- YOUR TASK: Within the data that follows, set down exactly the lines from the one containing "560px,595px 609px,578px 617px,550px" through the one containing "587px,447px 610px,426px 620px,421px", both ends included.

- DATA EXTRACT:
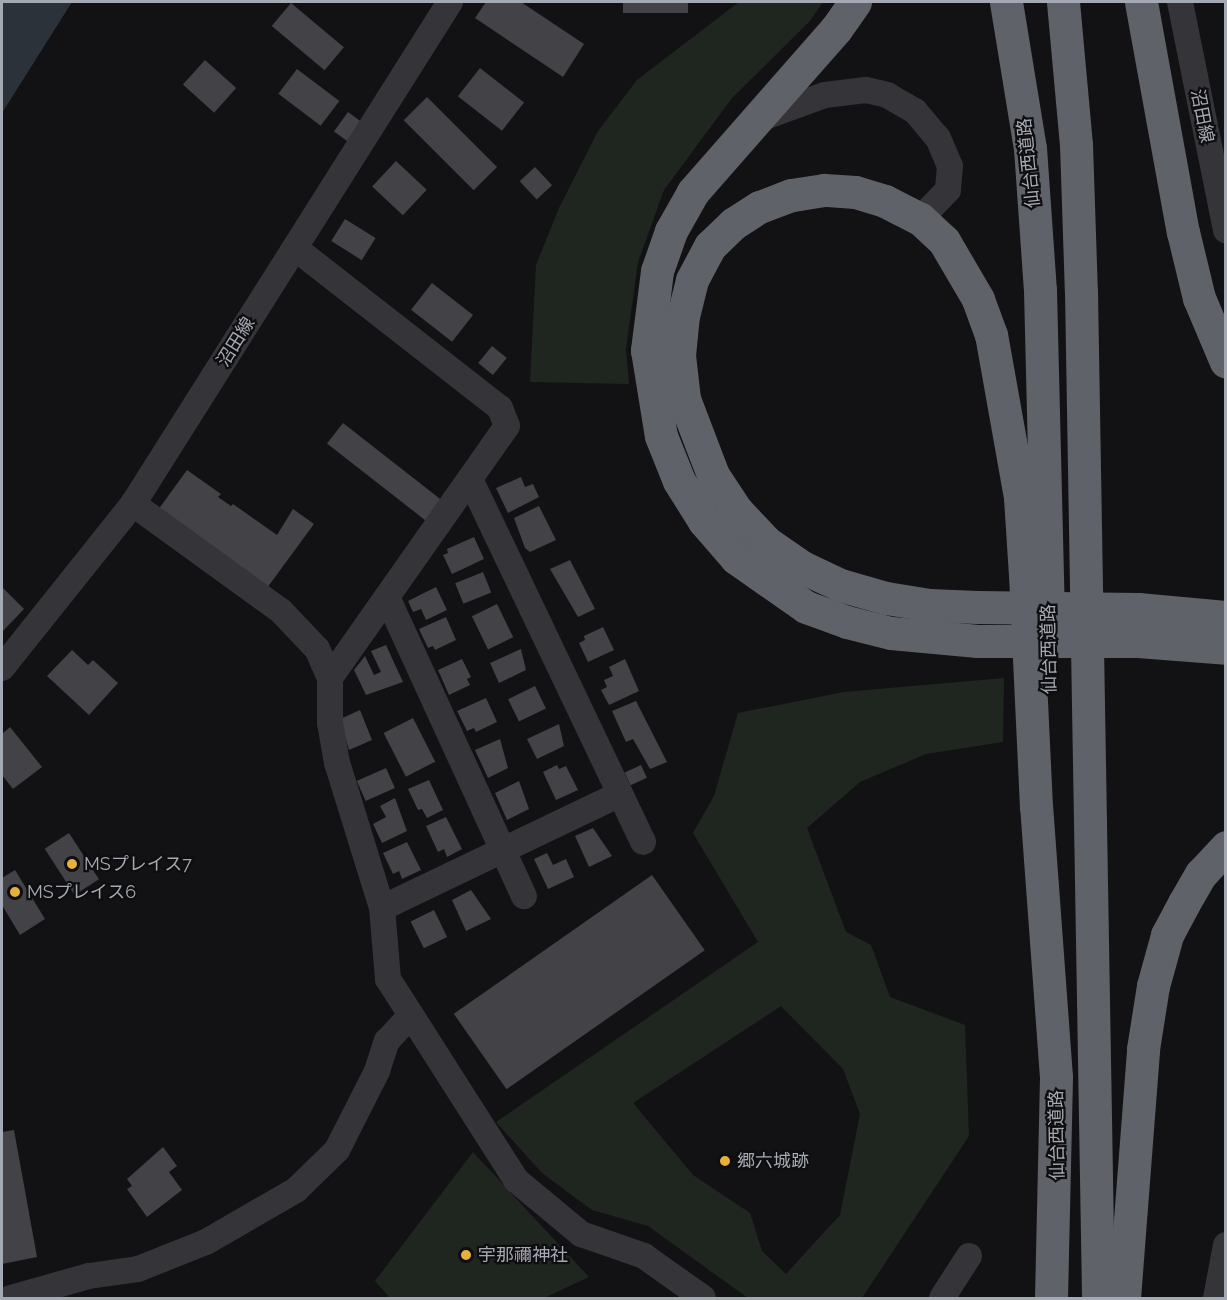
<!DOCTYPE html>
<html>
<head>
<meta charset="utf-8">
<style>
	body { margin:0 }
	#map { position:relative; width:1227px; height:1300px; overflow:hidden; background:#121214; font-family:Raleway,"Noto Sans JP",sans-serif }
	div>[style] { position:absolute }
	.green>* { inset:0; background:#1f2620 }
	.water>* { inset:0; background:#2c3239 }
	.building>* { inset:0; background:#424247; transform-origin:0 0 }
	.minor>* { height:26px; margin:-13px; padding:0 13px; transform-origin:13px; border-radius:13px; background:#343439 }
	.highway>* { height:33px; margin:-16.5px; padding:0 16.5px; transform-origin:16.5px; border-radius:16.5px; background:#606269 }
	.dots>* { width:16px; height:16px; translate:-50% -50%; box-sizing:border-box; border:3px solid #0e0d0f; border-radius:50% }
	span { translate:-50% -50%; white-space:nowrap; text-align:center; line-height:1.15; -webkit-text-stroke:4.5px #0e0d0f; paint-order:stroke }
	.street-label { font-size:18px; color:#a5a9b3 }
	.poi-label { font-size:18px; color:#a5a9b3 }
	.left { translate:0 -50%; text-align:left }
	.frame { position:absolute; inset:0; border:3px solid #a5a9b3; pointer-events:none }
</style>
</head>
<body>
<div id="map">
	<div class="green">
		<div style="clip-path:polygon(739px 2px,823px 2px,810px 21px,732px 98px,664px 190px,638px 262px,626px 349px,629px 384px,530px 382px,536px 265px,559px 208px,598px 131px,637px 80px)"></div>
		<div style="clip-path:polygon(evenodd,1004px 678px,1003px 742px,926px 754px,860px 782px,807px 828px,846px 932px,871px 945px,890px 997px,965px 1025px,969px 1136px,862px 1298px,748px 1298px,648px 1226px,592px 1210px,542px 1173px,496px 1122px,758px 942px,693px 833px,714px 796px,738px 713px,844px 692px,1004px 678px,781px 1006px,843px 1069px,860px 1114px,840px 1215px,786px 1274px,762px 1251px,750px 1213px,693px 1175px,633px 1103px,781px 1006px)"></div>
		<div style="clip-path:polygon(473px 1152px,589px 1277px,544px 1298px,390px 1298px,375px 1281px)"></div>
	</div>
	<div class="water">
		<div style="clip-path:polygon(2px 2px,72px 2px,2px 113px)"></div>
	</div>
	<div class="building">
		<div style="clip-path:polygon(486px 2px,521px 2px,584px 44px,563px 77px,475px 18px)"></div>
		<div style="left:623px;top:2px;width:65px;height:11px"></div>
		<div style="left:291px;top:3px;width:69px;height:30px;rotate:40deg"></div>
		<div style="left:205px;top:60px;width:42px;height:33px;rotate:42deg"></div>
		<div style="left:480px;top:68px;width:56px;height:36px;rotate:38deg"></div>
		<div style="left:297px;top:69px;width:53px;height:31px;rotate:37deg"></div>
		<div style="left:427px;top:97px;width:99px;height:33px;rotate:45deg"></div>
		<div style="left:348px;top:112px;width:19px;height:24px;rotate:36deg"></div>
		<div style="left:396px;top:161px;width:42px;height:35px;rotate:43deg"></div>
		<div style="left:535px;top:167px;width:25px;height:21px;rotate:47deg"></div>
		<div style="left:345px;top:219px;width:36px;height:26px;rotate:32deg"></div>
		<div style="left:432px;top:283px;width:52px;height:34px;rotate:38deg"></div>
		<div style="left:492px;top:346px;width:19px;height:22px;rotate:39deg"></div>
		<div style="left:343px;top:423px;width:125px;height:26px;rotate:38deg"></div>
		<div style="clip-path:polygon(187px 470px,221px 494px,218px 497px,231px 506px,233px 504px,277px 535px,293px 509px,314px 524px,267px 588px,158px 510px)"></div>
		<div style="clip-path:polygon(521px 477px,525px 487px,533px 484px,539px 497px,508px 513px,496px 488px)"></div>
		<div style="clip-path:polygon(539px 506px,556px 540px,530px 552px,525px 548px,514px 518px)"></div>
		<div style="clip-path:polygon(474px 537px,484px 559px,452px 574px,443px 555px,448px 553px,447px 549px)"></div>
		<div style="clip-path:polygon(570px 560px,595px 609px,578px 617px,550px 569px)"></div>
		<div style="left:483px;top:572px;width:22px;height:30px;rotate:68deg"></div>
		<div style="clip-path:polygon(2px 587px,24px 609px,2px 632px)"></div>
		<div style="clip-path:polygon(436px 587px,447px 610px,426px 620px,421px 609px,413px 612px,408px 601px)"></div>
		<div style="left:497px;top:604px;width:37px;height:28px;rotate:64deg"></div>
		<div style="clip-path:polygon(446px 617px,456px 640px,435px 650px,433px 646px,428px 648px,419px 629px)"></div>
		<div style="clip-path:polygon(603px 627px,614px 650px,588px 662px,579px 643px,585px 640px,584px 636px)"></div>
		<div style="clip-path:polygon(386px 645px,403px 682px,366px 695px,354px 670px,365px 656px,374px 675px,381px 672px,371px 651px)"></div>
		<div style="clip-path:polygon(521px 649px,526px 670px,499px 683px,490px 663px)"></div>
		<div style="clip-path:polygon(72px 650px,88px 665px,93px 660px,118px 683px,89px 715px,47px 676px)"></div>
		<div style="clip-path:polygon(462px 659px,471px 677px,467px 679px,470px 685px,449px 695px,438px 670px)"></div>
		<div style="clip-path:polygon(625px 659px,639px 691px,609px 705px,601px 690px,607px 687px,604px 680px,613px 676px,609px 667px)"></div>
		<div style="left:535px;top:686px;width:25px;height:30px;rotate:64deg"></div>
		<div style="clip-path:polygon(486px 698px,497px 722px,476px 732px,474px 728px,467px 731px,457px 711px)"></div>
		<div style="clip-path:polygon(636px 701px,667px 762px,650px 769px,633px 739px,626px 742px,612px 711px)"></div>
		<div style="clip-path:polygon(360px 710px,372px 740px,349px 750px,340px 719px)"></div>
		<div style="left:413px;top:718px;width:49px;height:33px;rotate:63deg"></div>
		<div style="clip-path:polygon(559px 724px,564px 746px,537px 759px,527px 739px)"></div>
		<div style="clip-path:polygon(10px 727px,42px 767px,13px 789px,2px 775px,2px 734px)"></div>
		<div style="clip-path:polygon(500px 739px,508px 768px,488px 778px,475px 750px)"></div>
		<div style="clip-path:polygon(557px 765px,559px 769px,566px 766px,578px 790px,556px 800px,543px 772px)"></div>
		<div style="left:641px;top:765px;width:14px;height:18px;rotate:65deg"></div>
		<div style="left:386px;top:768px;width:22px;height:32px;rotate:66deg"></div>
		<div style="clip-path:polygon(429px 780px,443px 810px,427px 818px,422px 809px,418px 810px,408px 789px)"></div>
		<div style="clip-path:polygon(519px 781px,529px 809px,507px 820px,495px 793px)"></div>
		<div style="clip-path:polygon(395px 798px,407px 831px,382px 843px,373px 824px,386px 817px,380px 806px)"></div>
		<div style="clip-path:polygon(446px 817px,462px 849px,447px 857px,444px 849px,438px 852px,426px 826px)"></div>
		<div style="clip-path:polygon(593px 828px,612px 856px,589px 867px,575px 836px)"></div>
		<div style="left:69px;top:833px;width:55px;height:29px;rotate:57deg"></div>
		<div style="clip-path:polygon(407px 842px,421px 870px,402px 879px,399px 871px,393px 874px,383px 853px)"></div>
		<div style="clip-path:polygon(547px 853px,553px 865px,566px 859px,574px 877px,548px 889px,534px 859px)"></div>
		<div style="clip-path:polygon(15px 870px,45px 919px,20px 935px,2px 905px,2px 878px)"></div>
		<div style="left:652px;top:875px;width:92px;height:242px;rotate:55deg"></div>
		<div style="clip-path:polygon(471px 890px,491px 919px,466px 931px,452px 900px)"></div>
		<div style="left:434px;top:910px;width:30px;height:26px;rotate:64deg"></div>
		<div style="clip-path:polygon(14px 1130px,37px 1257px,2px 1264px,2px 1132px)"></div>
		<div style="clip-path:polygon(163px 1147px,177px 1166px,169px 1172px,182px 1190px,147px 1217px,127px 1189px,132px 1186px,127px 1179px)"></div>
	</div>
	<div class="minor">
		<div style="left:1180px;top:2px;width:233px;rotate:78.6deg"></div>
		<div style="left:759px;top:119px;width:70px;rotate:-20deg"></div>
		<div style="left:825px;top:95px;width:41px;rotate:-7deg"></div>
		<div style="left:866px;top:90px;width:22px;rotate:13deg"></div>
		<div style="left:887px;top:95px;width:32px;rotate:30deg"></div>
		<div style="left:915px;top:111px;width:35px;rotate:50deg"></div>
		<div style="left:938px;top:138px;width:30px;rotate:67deg"></div>
		<div style="left:950px;top:166px;width:24px;rotate:95deg"></div>
		<div style="left:948px;top:190px;width:40px;rotate:134deg"></div>
		<div style="left:295px;top:248px;width:260px;rotate:38deg"></div>
		<div style="left:500px;top:408px;width:19px;rotate:69deg"></div>
		<div style="left:507px;top:426px;width:308px;rotate:125.1deg"></div>
		<div style="left:470px;top:479px;width:402px;rotate:64.5deg"></div>
		<div style="left:387px;top:597px;width:329px;rotate:65.4deg"></div>
		<div style="left:2px;top:668px;width:210px;rotate:-51.4deg"></div>
		<div style="left:133px;top:504px;width:594px;rotate:-57.73deg"></div>
		<div style="left:382px;top:908px;width:264px;rotate:-25.6deg"></div>
		<div style="left:411px;top:1015px;width:196px;rotate:57.5deg"></div>
		<div style="left:516px;top:1180px;width:85px;rotate:39.7deg"></div>
		<div style="left:581px;top:1234px;width:67px;rotate:19.2deg"></div>
		<div style="left:644px;top:1256px;width:72px;rotate:35.4deg"></div>
		<div style="left:11px;top:1298px;width:81px;rotate:-15.8deg"></div>
		<div style="left:89px;top:1276px;width:49px;rotate:-8.1deg"></div>
		<div style="left:138px;top:1269px;width:73px;rotate:-21.7deg"></div>
		<div style="left:206px;top:1242px;width:104px;rotate:-30deg"></div>
		<div style="left:296px;top:1190px;width:57px;rotate:-44.3deg"></div>
		<div style="left:337px;top:1150px;width:89px;rotate:-63.1deg"></div>
		<div style="left:377px;top:1071px;width:32px;rotate:-72deg"></div>
		<div style="left:387px;top:1041px;width:35px;rotate:-47deg"></div>
		<div style="left:411px;top:1015px;width:43px;rotate:-122.6deg"></div>
		<div style="left:388px;top:979px;width:71px;rotate:-94.8deg"></div>
		<div style="left:382px;top:908px;width:152px;rotate:-107.2deg"></div>
		<div style="left:337px;top:763px;width:41px;rotate:-99.9deg"></div>
		<div style="left:330px;top:723px;width:45px;rotate:-90deg"></div>
		<div style="left:330px;top:678px;width:32px;rotate:-114deg"></div>
		<div style="left:317px;top:649px;width:52px;rotate:-133.5deg"></div>
		<div style="left:281px;top:611px;width:183px;rotate:-144.1deg"></div>
		<div style="left:942px;top:1298px;width:50px;rotate:-57.3deg"></div>
		<div style="left:1216px;top:1298px;width:54px;rotate:-79.3deg"></div>
	</div>
	<div class="highway">
		<div style="left:855px;top:2px;width:33px;rotate:125deg"></div>
		<div style="left:836px;top:29px;width:217px;rotate:131.3deg"></div>
		<div style="left:693px;top:192px;width:45px;rotate:119.4deg"></div>
		<div style="left:671px;top:231px;width:42px;rotate:109.3deg"></div>
		<div style="left:657px;top:271px;width:80px;rotate:97.2deg"></div>
		<div style="left:647px;top:350px;width:87px;rotate:80.8deg"></div>
		<div style="left:661px;top:436px;width:48px;rotate:68.2deg"></div>
		<div style="left:679px;top:481px;width:47px;rotate:58deg"></div>
		<div style="left:704px;top:521px;width:49px;rotate:49.1deg"></div>
		<div style="left:736px;top:558px;width:85px;rotate:35deg"></div>
		<div style="left:806px;top:607px;width:44px;rotate:20.1deg"></div>
		<div style="left:847px;top:622px;width:45px;rotate:14deg"></div>
		<div style="left:891px;top:633px;width:87px;rotate:5.3deg"></div>
		<div style="left:978px;top:641px;width:160px"></div>
		<div style="left:1138px;top:641px;width:88px;rotate:4.5deg"></div>
		<div style="left:1006px;top:2px;width:148px;rotate:80.7deg"></div>
		<div style="left:1030px;top:148px;width:142px;rotate:86deg"></div>
		<div style="left:1040px;top:290px;width:319px;rotate:88.6deg"></div>
		<div style="left:1063px;top:2px;width:143px;rotate:84.8deg"></div>
		<div style="left:1076px;top:144px;width:147px;rotate:88.1deg"></div>
		<div style="left:1081px;top:291px;width:1007px;rotate:89.03deg"></div>
		<div style="left:1141px;top:2px;width:234px;rotate:79.7deg"></div>
		<div style="left:1183px;top:232px;width:68px;rotate:76.4deg"></div>
		<div style="left:1199px;top:298px;width:69px;rotate:67.1deg"></div>
		<div style="left:1051px;top:1298px;width:221px;rotate:-88.7deg"></div>
		<div style="left:1056px;top:1077px;width:271px;rotate:-94.2deg"></div>
		<div style="left:1036px;top:807px;width:232px;rotate:-92.7deg"></div>
		<div style="left:1025px;top:575px;width:78px;rotate:-93.7deg"></div>
		<div style="left:1020px;top:497px;width:165px;rotate:-100.1deg"></div>
		<div style="left:991px;top:335px;width:38px;rotate:-110deg"></div>
		<div style="left:978px;top:299px;width:67px;rotate:-120.4deg"></div>
		<div style="left:944px;top:241px;width:33px;rotate:-137deg"></div>
		<div style="left:920px;top:219px;width:39px;rotate:-153deg"></div>
		<div style="left:885px;top:201px;width:31px;rotate:-163deg"></div>
		<div style="left:855px;top:192px;width:31px;rotate:-176deg"></div>
		<div style="left:824px;top:190px;width:33px;rotate:171deg"></div>
		<div style="left:791px;top:195px;width:34px;rotate:159deg"></div>
		<div style="left:759px;top:207px;width:30px;rotate:147deg"></div>
		<div style="left:734px;top:223px;width:33px;rotate:136deg"></div>
		<div style="left:710px;top:246px;width:38px;rotate:118deg"></div>
		<div style="left:692px;top:280px;width:36px;rotate:104deg"></div>
		<div style="left:683px;top:315px;width:40px;rotate:95.7deg"></div>
		<div style="left:679px;top:355px;width:44px;rotate:83.5deg"></div>
		<div style="left:684px;top:399px;width:81px;rotate:69.1deg"></div>
		<div style="left:713px;top:475px;width:42px;rotate:56.7deg"></div>
		<div style="left:736px;top:510px;width:44px;rotate:46.8deg"></div>
		<div style="left:766px;top:542px;width:44px;rotate:34.8deg"></div>
		<div style="left:802px;top:567px;width:42px;rotate:25.3deg"></div>
		<div style="left:840px;top:585px;width:48px;rotate:15.8deg"></div>
		<div style="left:886px;top:598px;width:44px;rotate:9.2deg"></div>
		<div style="left:929px;top:605px;width:48px;rotate:2.4deg"></div>
		<div style="left:977px;top:607px;width:161px;rotate:0.7deg"></div>
		<div style="left:1138px;top:609px;width:88px;rotate:5.2deg"></div>
		<div style="left:1124px;top:1298px;width:250px;rotate:-85.6deg"></div>
		<div style="left:1143px;top:1049px;width:64px;rotate:-81deg"></div>
		<div style="left:1153px;top:986px;width:53px;rotate:-74.6deg"></div>
		<div style="left:1167px;top:935px;width:36px;rotate:-62deg"></div>
		<div style="left:1184px;top:903px;width:34px;rotate:-60deg"></div>
		<div style="left:1201px;top:874px;width:37px;rotate:-47deg"></div>
	</div>
	<div class="dots">
		<div style="left:72px;top:864px;background:#e5b139"></div>
		<div style="left:15px;top:892px;background:#e5b139"></div>
		<div style="left:725px;top:1161px;background:#e5b139"></div>
		<div style="left:466px;top:1255px;background:#e5b139"></div>
	</div>
	<div class="street-label">
		<span style="left:1202px;top:116px;rotate:79deg">沼田線</span>
		<span style="left:1029px;top:163px;rotate:-96deg">仙台西道路</span>
		<span style="left:236px;top:342px;rotate:-58deg">沼田線</span>
		<span style="left:1049px;top:649px;rotate:-91deg">仙台西道路</span>
		<span style="left:1057px;top:1135px;rotate:-91deg">仙台西道路</span>
	</div>
	<div class="poi-label">
		<span class="left" style="left:84px;top:864px">MSプレイス7</span>
		<span class="left" style="left:27px;top:892px">MSプレイス6</span>
		<span class="left" style="left:737px;top:1161px">郷六城跡</span>
		<span class="left" style="left:478px;top:1255px">宇那禰神社</span>
	</div>
	<div class="frame"></div>
</div>
</body>
</html>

- EXERCISE OUTPUT:
		<div style="clip-path:polygon(570px 560px,595px 609px,578px 617px,550px 569px)"></div>
		<div style="left:483px;top:572px;width:22px;height:30px;rotate:68deg"></div>
		<div style="clip-path:polygon(2px 587px,24px 609px,2px 632px)"></div>
		<div style="clip-path:polygon(436px 587px,447px 610px,426px 620px,421px 609px,413px 612px,408px 601px)"></div>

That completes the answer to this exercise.